Girardet, like most authors, aspires to write definitive books. But he cannot do that with Afghanistan because, as he says, “there is nothing definitive about Afghanistan.” Historically and currently, Afghanistan still exists as an identifiable entity. It can be described as a land of deserts and mountains at the cusp of Central Asia (surrounded by present-day Pakistan, Iran, Turkmenistan, Uzbekistan, and Tajikistan), and the Indian subcontinent. But due to invasions against the amorphous ruling parties from within and outside national borders, stability in Afghanistan has been elusive, and life itself is more fraught than in most geographic locales. A centuries-old tradition of impressive hospitality to visitors has dissipated to a point where “basic humanity seems to have vanished,” as Girardet puts it in one of many, many haunting phrases.

Trying to understand such chaos is difficult for any of us – and even for the most skilled foreign correspondent. Yet Girardet is the most fair and accurate armchair guide a Westerner can consult. To ignore his accumulated wisdom is intellectually wasteful. Because the US government can be counted among the most recent invaders, up-to-date information is vital. Why was Bush – and why is Obama – so resistant to the fact that many, almost surely most, Afghans see Americans with weapons “as an unwelcome foreign occupation force”? Girardet’s book could lift the fog enveloping the White House, Pentagon, State Department, and Congressional policy decisions.

Part of the fog apparently derives from the failure of outsiders to understand that talking about Afghanistan in an undifferentiated manner is ludicrous. “I quickly grasped that every valley, district, province and region was distinct, with its own peculiar characteristics,” Girardet writes. “One could not assume that what one witnessed in one part of the country was the same as another.... All tribal, clan, and ethnic groups were different, so I made a point of traveling with diverse guerrilla factions throughout the southern, eastern, and northern parts of the country.”

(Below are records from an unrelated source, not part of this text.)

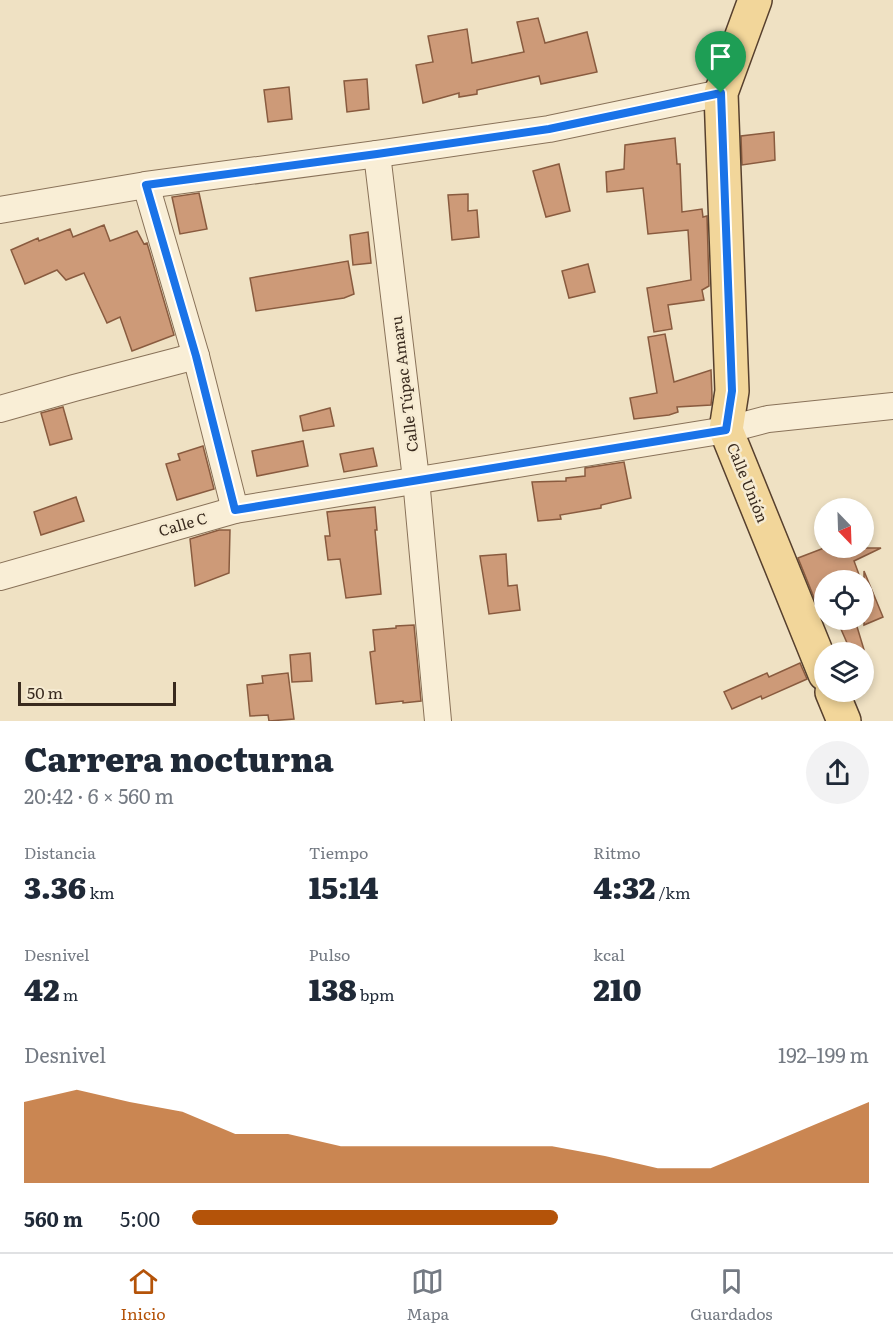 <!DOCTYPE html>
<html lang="es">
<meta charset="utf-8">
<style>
:root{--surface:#fff;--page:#f2f2f3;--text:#1f2937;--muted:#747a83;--line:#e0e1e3;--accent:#b45309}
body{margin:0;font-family:Literata,serif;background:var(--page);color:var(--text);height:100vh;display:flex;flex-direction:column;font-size:22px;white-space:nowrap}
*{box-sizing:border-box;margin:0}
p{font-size:20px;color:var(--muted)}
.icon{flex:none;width:33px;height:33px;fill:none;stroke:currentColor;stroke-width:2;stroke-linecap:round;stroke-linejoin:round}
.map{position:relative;height:721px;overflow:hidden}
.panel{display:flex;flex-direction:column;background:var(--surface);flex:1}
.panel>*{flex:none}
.needle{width:39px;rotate:157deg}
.tools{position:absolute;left:814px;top:498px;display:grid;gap:12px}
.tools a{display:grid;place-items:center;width:60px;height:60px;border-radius:50%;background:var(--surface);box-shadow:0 3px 9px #0003;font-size:30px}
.scale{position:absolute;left:18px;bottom:15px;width:158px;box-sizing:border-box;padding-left:6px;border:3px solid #392a1e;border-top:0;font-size:16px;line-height:21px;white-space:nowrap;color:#392a1e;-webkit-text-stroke:4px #f6ebd2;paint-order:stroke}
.pin{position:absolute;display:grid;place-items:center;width:51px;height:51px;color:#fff;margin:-62px -26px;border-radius:50% 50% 50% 0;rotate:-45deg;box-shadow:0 0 6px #0007}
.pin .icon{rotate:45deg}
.round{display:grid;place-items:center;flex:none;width:63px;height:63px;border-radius:32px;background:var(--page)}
.overview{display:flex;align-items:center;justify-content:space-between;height:102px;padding:0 24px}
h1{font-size:33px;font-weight:800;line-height:45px}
.stats{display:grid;grid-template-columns:repeat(3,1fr);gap:9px;height:102px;padding:6px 24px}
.stats div{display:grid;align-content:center}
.stats b{font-size:30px;font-weight:800}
.stats small{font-size:16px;font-weight:400}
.stats p{font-size:16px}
.chart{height:168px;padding:12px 24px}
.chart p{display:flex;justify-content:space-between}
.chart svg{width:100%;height:108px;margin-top:6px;fill:var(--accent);opacity:.7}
ul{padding:0 24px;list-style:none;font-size:20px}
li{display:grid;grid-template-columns:96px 72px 1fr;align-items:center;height:45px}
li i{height:15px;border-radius:8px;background:var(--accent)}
.tabs{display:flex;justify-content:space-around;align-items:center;height:84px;border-top:2px solid var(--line);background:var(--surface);font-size:16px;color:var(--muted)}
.tabs a{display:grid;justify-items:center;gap:3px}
.tabs .current{color:var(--accent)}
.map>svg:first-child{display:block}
.building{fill:#cd9a78;stroke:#895b3f;stroke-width:1.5}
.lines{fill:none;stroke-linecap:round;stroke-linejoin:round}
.minor-casing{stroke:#897259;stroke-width:28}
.major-casing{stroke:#57402e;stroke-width:36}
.minor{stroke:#f9eed6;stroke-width:26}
.major{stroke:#f2d69a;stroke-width:33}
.route-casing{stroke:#fff;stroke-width:12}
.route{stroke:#1a73e8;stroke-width:8}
.labels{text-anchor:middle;stroke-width:5;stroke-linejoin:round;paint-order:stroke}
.street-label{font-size:15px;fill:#392a1e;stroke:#f6ebd2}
</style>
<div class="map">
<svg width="893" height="721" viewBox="0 0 893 721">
<rect width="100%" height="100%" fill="#efe1c3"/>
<g class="building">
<path d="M538,18L545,43L587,32L597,72L541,84L539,76L477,90V94L459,97V93L423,103L416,65L433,62L428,36L467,29L472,63L524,52L517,22Z"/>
<path d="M367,79L369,109L347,112L344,81Z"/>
<path d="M289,87L292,119L268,122L264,90Z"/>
<path d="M774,132L775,160L742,165L741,136Z"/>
<path d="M675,138L677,164H680L682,212L702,209L703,217L707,216L709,286L702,290L704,300L668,305L672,329L654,332L647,288L691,280L688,230L648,234L643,188L607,192L606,172L624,169L625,145Z"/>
<path d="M559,164L570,211L546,217L533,171Z"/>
<path d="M199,193L207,229L180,234L172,197Z"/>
<path d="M468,194V211L477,210L479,237L452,240L448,195Z"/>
<path d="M104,225L110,241L137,231L144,244L147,243L174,335L132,351L120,317L107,323L84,273L66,280L57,270L25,284L11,250L38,238L39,241L70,229L73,237Z"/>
<path d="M368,232L371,263L353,265L350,235Z"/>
<path d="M348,261L354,294L344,298L256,311L250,278Z"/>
<path d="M588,264L595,292L569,298L562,271Z"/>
<path d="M665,334L674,382L711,370L712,396L711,405L677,407L678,412L669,415L634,419L630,398L657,393L648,337Z"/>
<path d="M63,407L72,439L50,445L41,413Z"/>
<path d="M330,408L334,426L303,431L300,416Z"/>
<path d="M303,441L308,466L257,476L252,451Z"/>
<path d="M203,446L214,489L177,500L166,464L180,460L178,454Z"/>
<path d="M373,448L377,466L344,472L340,454Z"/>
<path d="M624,462L631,498L601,505V508L560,515L561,519L538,521L532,482L566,481V478L585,476V468Z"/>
<path d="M76,497L84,521L41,535L34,512Z"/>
<path d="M375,507L377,530H375L381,594L346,598L340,559L328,560L325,536H330L327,512Z"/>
<path d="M219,530H230L229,573L195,586L190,539Z"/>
<path d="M824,548H881L854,561L861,580H825V597L815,600L798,558Z"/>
<path d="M506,554L508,586L517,585L520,610L489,614L480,556Z"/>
<path d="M864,571L883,617L864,625Z"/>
<path d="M837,620H855L868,663L864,664V652H851Z"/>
<path d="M414,625L421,701L403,703V701L376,704L370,652L375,651L373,630L396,628V626Z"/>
<path d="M310,653L312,681L292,682L290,655Z"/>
<path d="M800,663L807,679L762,699L761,696L732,709L724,692L767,673L769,677Z"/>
<path d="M288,673L294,719L269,721L268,715L250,716L247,685L263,683L262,676Z"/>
</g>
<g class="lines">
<defs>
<g id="minor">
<path d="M377,154L416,479L438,721"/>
<path d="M146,185L196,356L235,510"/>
<path d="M0,210L146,185L377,154L549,129L721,93"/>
<path d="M0,409L74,388L196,356"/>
<path d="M0,577L235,510L726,430L768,419L893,406"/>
</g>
<g id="major">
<path d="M755,0L721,93L732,391L726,430L825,674"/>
<path d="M832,692L844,721"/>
</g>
</defs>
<use href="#minor" class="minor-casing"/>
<use href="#major" class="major-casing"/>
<use href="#minor" class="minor"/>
<use href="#major" class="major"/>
</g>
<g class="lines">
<defs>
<path id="route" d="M721,93L732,391L726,430L235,510L196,356L146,185L377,154L549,129Z"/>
</defs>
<use href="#route" class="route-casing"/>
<use href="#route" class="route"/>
</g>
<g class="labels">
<g class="street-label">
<text transform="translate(405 384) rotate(-97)" y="5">Calle Túpac Amaru</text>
<text transform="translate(747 483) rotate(68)" y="5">Calle Unión</text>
<text transform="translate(183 525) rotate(-16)" y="5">Calle C</text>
</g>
</g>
</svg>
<div class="tools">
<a><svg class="needle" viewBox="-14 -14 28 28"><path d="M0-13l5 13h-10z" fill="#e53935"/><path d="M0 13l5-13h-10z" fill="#747a83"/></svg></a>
<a><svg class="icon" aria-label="locate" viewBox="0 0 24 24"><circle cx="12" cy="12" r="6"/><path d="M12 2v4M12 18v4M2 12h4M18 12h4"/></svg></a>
<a><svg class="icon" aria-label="layers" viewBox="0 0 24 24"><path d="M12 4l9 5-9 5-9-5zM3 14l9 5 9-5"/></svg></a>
</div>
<div class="scale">50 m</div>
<div class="pin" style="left:721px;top:93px;background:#1e9e55"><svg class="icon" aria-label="arrive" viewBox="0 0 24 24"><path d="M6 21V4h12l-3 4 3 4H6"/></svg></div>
</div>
<section class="panel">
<div class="overview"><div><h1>Carrera nocturna</h1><p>20:42 · 6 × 560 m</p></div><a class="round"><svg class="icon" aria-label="share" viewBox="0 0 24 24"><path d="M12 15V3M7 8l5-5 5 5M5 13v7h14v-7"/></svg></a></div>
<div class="stats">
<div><p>Distancia</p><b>3.36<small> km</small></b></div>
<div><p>Tiempo</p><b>15:14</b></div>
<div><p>Ritmo</p><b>4:32<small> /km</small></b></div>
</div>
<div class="stats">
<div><p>Desnivel</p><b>42<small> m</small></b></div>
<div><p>Pulso</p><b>138<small> bpm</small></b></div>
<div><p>kcal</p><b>210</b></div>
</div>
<div class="chart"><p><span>Desnivel</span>192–199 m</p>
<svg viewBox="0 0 160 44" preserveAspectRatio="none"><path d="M0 44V11L10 6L20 11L30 15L40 24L50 24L60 29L70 29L80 29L90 29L100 29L110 33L120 38L130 38L140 29L150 20L160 11V44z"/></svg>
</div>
<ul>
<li><b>560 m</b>5:00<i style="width:54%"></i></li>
</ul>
</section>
<nav class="tabs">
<a class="current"><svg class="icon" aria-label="home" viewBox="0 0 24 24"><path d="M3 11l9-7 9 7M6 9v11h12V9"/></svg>Inicio</a>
<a><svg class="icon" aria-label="map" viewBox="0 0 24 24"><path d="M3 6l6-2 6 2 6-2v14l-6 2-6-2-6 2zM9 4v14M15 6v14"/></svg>Mapa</a>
<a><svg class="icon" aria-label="saved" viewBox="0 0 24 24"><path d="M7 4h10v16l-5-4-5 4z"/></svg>Guardados</a>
</nav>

As he travels through treacherous regions to gain accurate information, Girardet inserts himself into the narrative over and over, making the book into a war correspondent’s memoir as well as a third-person field report. He does so effectively, without apparent ego. “Killing the Cranes” deserves a large, thoughtful readership.

Perhaps if enough readers of influence pay attention, the Siberian cranes will return to fly peacefully in Afghan skies.

Steve Weinberg is a member of the National Book Critics Circle, author of eight nonfiction books, and an investigative reporter with 40 years’ experience.